▸ PROBLEM STATEMENT
Could you restate the data word for word and drop the pictures?

Stored items:

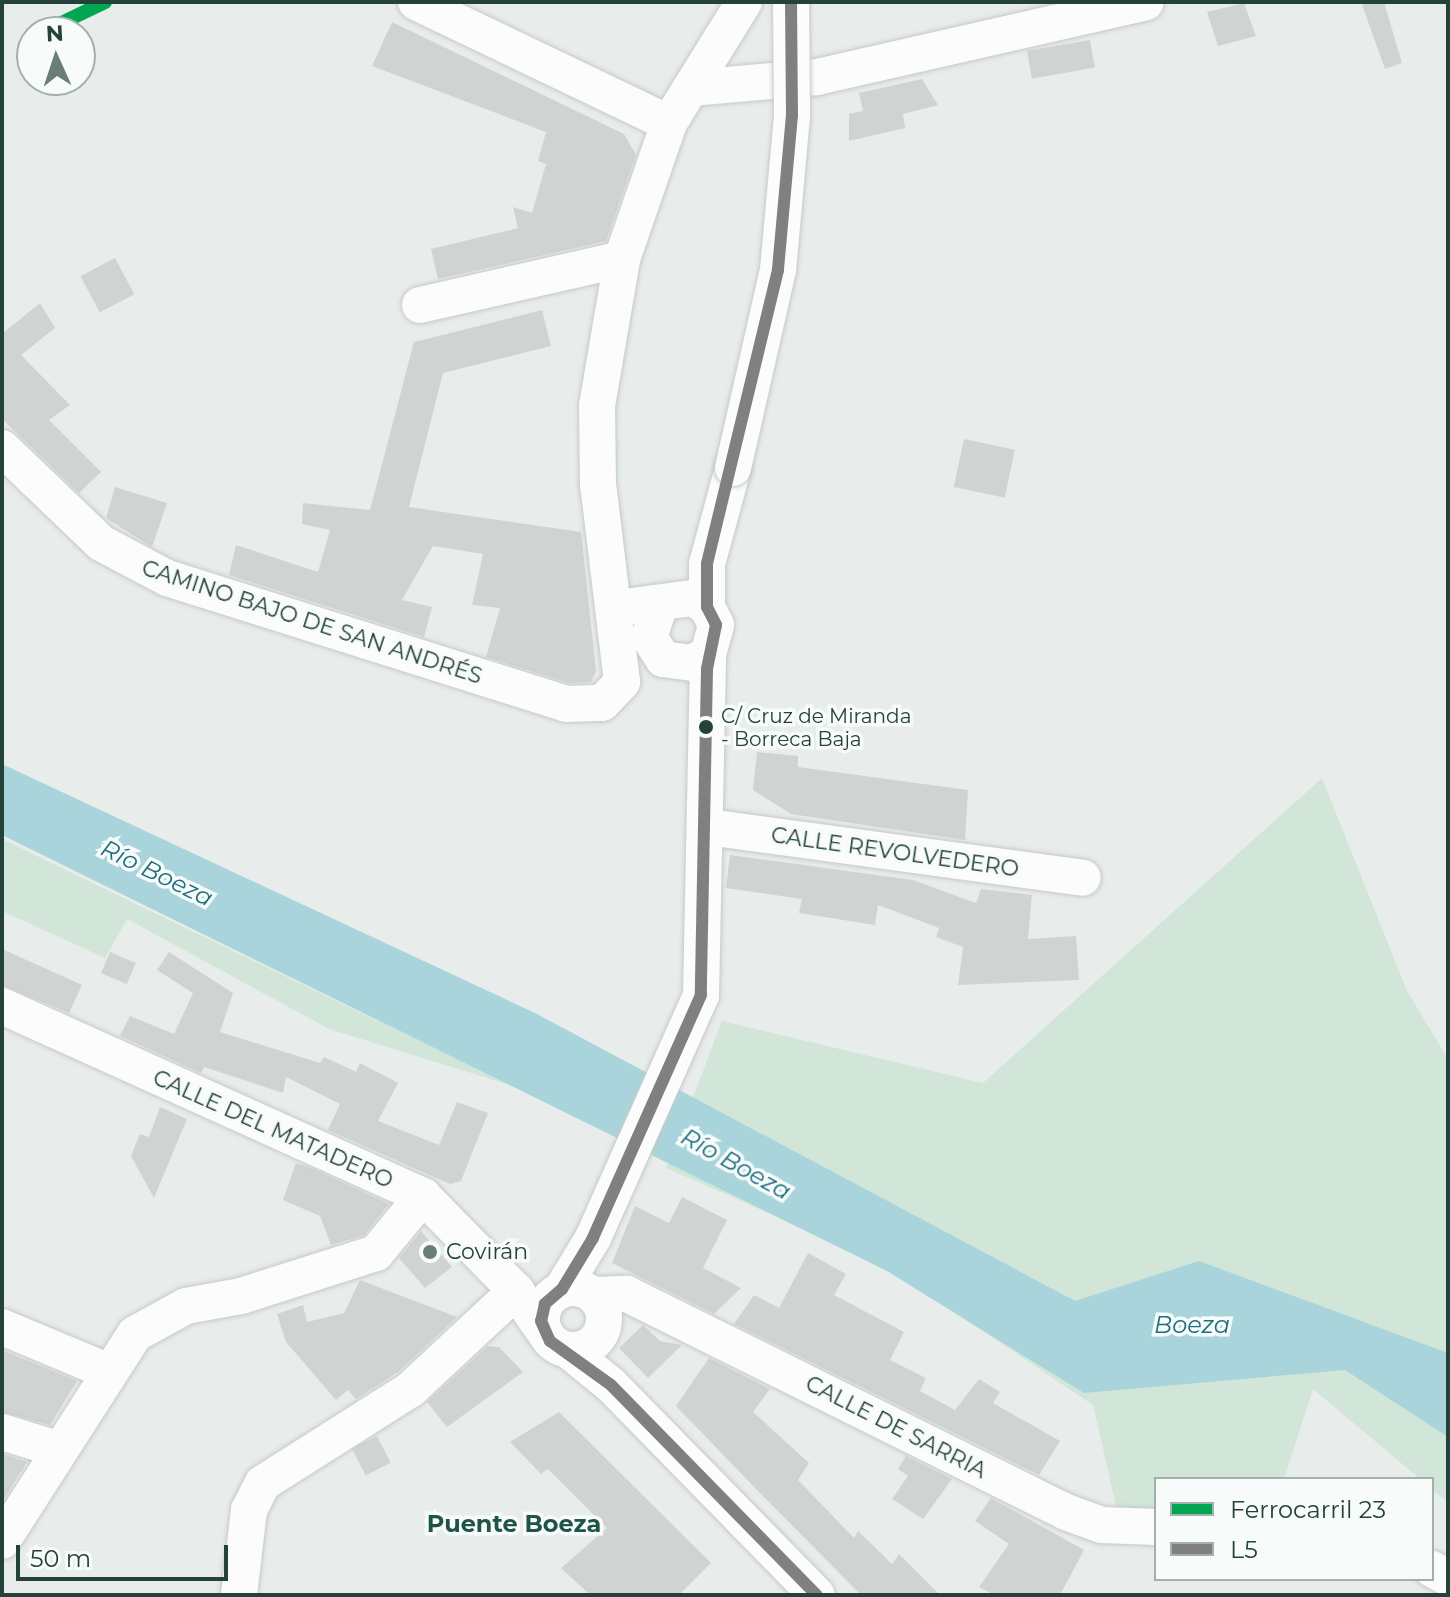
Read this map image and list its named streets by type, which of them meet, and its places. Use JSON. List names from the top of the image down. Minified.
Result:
{"streets":{"street":["CAMINO BAJO DE SAN ANDRÉS","CALLE REVOLVEDERO","CALLE DEL MATADERO","CALLE DE SARRIA"]},"crossings":[["CALLE DEL MATADERO","CALLE DE SARRIA"]],"districts":["Puente Boeza"],"water":["Río Boeza","Boeza"],"places":["C/ Cruz de Miranda - Borreca Baja","Covirán"],"lines":["rail line 23","transit line L5"],"legend":["Ferrocarril 23","L5"],"scale_bar":"50 m","north":"top"}
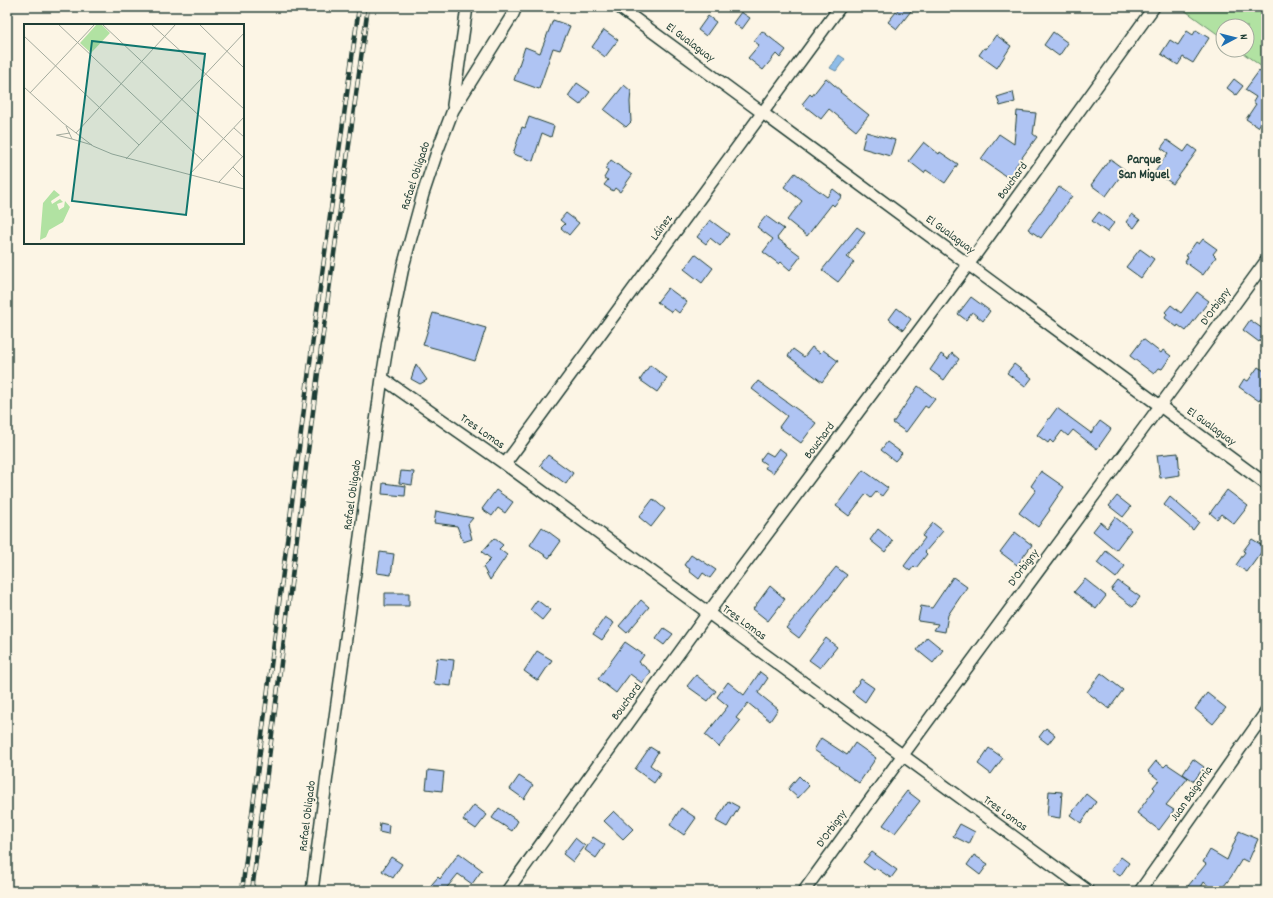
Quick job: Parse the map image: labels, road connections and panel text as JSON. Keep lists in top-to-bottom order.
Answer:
{
  "streets": {
    "street": [
      "El Gualaguay",
      "Rafael Obligado",
      "Bouchard",
      "Láinez",
      "D'Orbigny",
      "Tres Lomas",
      "Juan Baigorria"
    ]
  },
  "crossings": [
    ["El Gualaguay", "Bouchard"],
    ["El Gualaguay", "Láinez"],
    ["El Gualaguay", "D'Orbigny"],
    ["Rafael Obligado", "Tres Lomas"],
    ["Bouchard", "Tres Lomas"],
    ["Láinez", "Tres Lomas"],
    ["D'Orbigny", "Tres Lomas"]
  ],
  "districts": ["Parque San Miguel"],
  "north": "right"
}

▸ EXERCISE SOLUTION
Read this map image and list its named streets by type, which of them meet, and its places. Use JSON. List names from the top of the image down. Minified.
Result:
{"streets":{"street":["CAMINO BAJO DE SAN ANDRÉS","CALLE REVOLVEDERO","CALLE DEL MATADERO","CALLE DE SARRIA"]},"crossings":[["CALLE DEL MATADERO","CALLE DE SARRIA"]],"districts":["Puente Boeza"],"water":["Río Boeza","Boeza"],"places":["C/ Cruz de Miranda - Borreca Baja","Covirán"],"lines":["rail line 23","transit line L5"],"legend":["Ferrocarril 23","L5"],"scale_bar":"50 m","north":"top"}
Quick job: Parse the map image: labels, road connections and panel text as JSON. Keep lists in top-to-bottom order.
Answer:
{
  "streets": {
    "street": [
      "El Gualaguay",
      "Rafael Obligado",
      "Bouchard",
      "Láinez",
      "D'Orbigny",
      "Tres Lomas",
      "Juan Baigorria"
    ]
  },
  "crossings": [
    ["El Gualaguay", "Bouchard"],
    ["El Gualaguay", "Láinez"],
    ["El Gualaguay", "D'Orbigny"],
    ["Rafael Obligado", "Tres Lomas"],
    ["Bouchard", "Tres Lomas"],
    ["Láinez", "Tres Lomas"],
    ["D'Orbigny", "Tres Lomas"]
  ],
  "districts": ["Parque San Miguel"],
  "north": "right"
}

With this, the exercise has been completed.